(Saved entries)
▬▬▬▬▬▬

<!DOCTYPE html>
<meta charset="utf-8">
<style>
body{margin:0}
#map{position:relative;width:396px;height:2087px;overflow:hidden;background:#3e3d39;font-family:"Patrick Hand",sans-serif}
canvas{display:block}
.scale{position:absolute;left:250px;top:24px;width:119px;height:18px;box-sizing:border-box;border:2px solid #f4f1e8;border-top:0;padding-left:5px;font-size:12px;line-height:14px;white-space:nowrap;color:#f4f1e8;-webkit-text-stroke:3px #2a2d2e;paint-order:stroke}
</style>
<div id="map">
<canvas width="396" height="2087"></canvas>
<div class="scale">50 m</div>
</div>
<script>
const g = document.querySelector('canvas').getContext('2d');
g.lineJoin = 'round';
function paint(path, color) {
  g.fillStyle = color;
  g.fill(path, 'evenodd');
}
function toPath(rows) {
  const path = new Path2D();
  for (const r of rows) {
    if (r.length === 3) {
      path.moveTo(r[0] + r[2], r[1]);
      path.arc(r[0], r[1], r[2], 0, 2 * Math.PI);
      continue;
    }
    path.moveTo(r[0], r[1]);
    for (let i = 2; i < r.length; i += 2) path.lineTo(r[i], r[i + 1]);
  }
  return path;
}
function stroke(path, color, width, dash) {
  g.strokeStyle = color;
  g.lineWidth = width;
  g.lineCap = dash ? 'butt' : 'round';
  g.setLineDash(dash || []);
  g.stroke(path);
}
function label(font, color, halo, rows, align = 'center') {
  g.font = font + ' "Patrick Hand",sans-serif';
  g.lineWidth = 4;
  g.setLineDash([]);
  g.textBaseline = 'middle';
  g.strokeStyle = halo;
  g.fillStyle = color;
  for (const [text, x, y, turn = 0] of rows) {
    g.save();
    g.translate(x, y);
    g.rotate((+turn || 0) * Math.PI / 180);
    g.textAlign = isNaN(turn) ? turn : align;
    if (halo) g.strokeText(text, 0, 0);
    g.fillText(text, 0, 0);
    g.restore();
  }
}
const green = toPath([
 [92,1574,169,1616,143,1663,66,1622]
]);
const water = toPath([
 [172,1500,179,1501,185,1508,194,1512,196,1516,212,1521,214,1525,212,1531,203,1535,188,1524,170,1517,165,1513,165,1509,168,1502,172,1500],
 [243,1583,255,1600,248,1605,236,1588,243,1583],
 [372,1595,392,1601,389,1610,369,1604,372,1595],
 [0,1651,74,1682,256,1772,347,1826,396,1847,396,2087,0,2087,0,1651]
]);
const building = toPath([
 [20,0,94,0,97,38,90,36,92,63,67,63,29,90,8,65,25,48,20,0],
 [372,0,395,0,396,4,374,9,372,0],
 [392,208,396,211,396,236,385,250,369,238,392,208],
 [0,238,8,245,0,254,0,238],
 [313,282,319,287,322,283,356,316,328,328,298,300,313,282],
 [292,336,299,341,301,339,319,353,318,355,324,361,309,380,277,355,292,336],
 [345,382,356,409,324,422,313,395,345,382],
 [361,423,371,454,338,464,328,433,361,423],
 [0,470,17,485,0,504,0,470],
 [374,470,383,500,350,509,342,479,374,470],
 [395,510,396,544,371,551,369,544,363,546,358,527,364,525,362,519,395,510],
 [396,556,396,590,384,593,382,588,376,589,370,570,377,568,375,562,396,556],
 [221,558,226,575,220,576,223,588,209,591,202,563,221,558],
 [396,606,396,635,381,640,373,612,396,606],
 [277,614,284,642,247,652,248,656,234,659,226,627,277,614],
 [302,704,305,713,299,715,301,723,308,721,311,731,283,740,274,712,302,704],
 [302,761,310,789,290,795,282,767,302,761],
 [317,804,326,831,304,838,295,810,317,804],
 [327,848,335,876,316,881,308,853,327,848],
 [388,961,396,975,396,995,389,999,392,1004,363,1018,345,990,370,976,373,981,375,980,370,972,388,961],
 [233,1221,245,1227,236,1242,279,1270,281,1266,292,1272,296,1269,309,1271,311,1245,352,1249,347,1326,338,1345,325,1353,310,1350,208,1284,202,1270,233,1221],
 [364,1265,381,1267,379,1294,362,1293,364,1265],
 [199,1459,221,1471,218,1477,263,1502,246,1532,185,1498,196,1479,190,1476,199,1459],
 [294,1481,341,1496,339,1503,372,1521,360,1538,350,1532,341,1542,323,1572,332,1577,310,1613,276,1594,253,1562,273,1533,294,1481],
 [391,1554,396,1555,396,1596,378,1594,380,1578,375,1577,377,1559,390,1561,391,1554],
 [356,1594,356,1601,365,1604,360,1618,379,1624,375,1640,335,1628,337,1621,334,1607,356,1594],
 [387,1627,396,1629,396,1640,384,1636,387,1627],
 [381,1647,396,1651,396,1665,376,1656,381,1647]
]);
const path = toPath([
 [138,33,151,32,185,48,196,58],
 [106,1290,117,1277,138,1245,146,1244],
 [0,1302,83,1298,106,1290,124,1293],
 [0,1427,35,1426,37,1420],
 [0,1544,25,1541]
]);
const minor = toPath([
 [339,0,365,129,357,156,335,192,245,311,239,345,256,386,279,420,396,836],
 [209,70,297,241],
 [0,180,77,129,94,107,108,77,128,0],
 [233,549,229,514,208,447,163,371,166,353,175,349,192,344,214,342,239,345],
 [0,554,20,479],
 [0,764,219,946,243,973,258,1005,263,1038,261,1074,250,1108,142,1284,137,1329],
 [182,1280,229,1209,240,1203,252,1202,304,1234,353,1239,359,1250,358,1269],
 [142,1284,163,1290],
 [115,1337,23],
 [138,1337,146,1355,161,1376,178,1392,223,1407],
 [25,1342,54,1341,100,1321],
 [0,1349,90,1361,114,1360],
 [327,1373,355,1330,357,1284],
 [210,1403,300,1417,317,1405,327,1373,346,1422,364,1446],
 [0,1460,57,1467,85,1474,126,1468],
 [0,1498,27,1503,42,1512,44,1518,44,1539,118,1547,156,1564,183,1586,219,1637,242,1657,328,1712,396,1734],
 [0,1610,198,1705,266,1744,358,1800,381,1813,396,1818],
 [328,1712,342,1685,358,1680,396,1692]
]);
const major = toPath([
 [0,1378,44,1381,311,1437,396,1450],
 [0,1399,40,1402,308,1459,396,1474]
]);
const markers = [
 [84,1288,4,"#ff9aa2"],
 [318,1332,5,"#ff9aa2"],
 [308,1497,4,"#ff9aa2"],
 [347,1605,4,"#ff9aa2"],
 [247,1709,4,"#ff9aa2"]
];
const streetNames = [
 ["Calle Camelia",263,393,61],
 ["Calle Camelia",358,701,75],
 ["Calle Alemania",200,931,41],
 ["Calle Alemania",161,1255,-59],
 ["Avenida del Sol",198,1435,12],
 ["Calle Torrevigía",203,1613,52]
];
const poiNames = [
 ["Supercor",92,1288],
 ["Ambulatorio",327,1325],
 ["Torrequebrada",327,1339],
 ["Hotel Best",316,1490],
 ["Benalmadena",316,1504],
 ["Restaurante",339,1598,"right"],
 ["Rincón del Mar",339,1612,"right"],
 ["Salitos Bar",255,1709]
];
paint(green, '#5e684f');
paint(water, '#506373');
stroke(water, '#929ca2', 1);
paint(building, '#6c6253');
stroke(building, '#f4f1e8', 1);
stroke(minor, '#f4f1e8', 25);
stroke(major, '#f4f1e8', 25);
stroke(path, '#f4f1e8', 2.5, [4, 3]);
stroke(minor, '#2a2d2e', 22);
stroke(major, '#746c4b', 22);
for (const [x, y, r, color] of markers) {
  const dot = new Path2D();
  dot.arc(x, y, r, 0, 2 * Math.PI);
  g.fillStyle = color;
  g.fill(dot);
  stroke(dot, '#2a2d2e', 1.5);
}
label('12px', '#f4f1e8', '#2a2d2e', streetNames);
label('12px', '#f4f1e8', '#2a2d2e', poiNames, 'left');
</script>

▬▬▬▬▬▬

- TASK ITEM
Each line in the records above with "align" must be returned.

- RESULT OF THE EXERCISE
function label(font, color, halo, rows, align = 'center') {
    g.textAlign = isNaN(turn) ? turn : align;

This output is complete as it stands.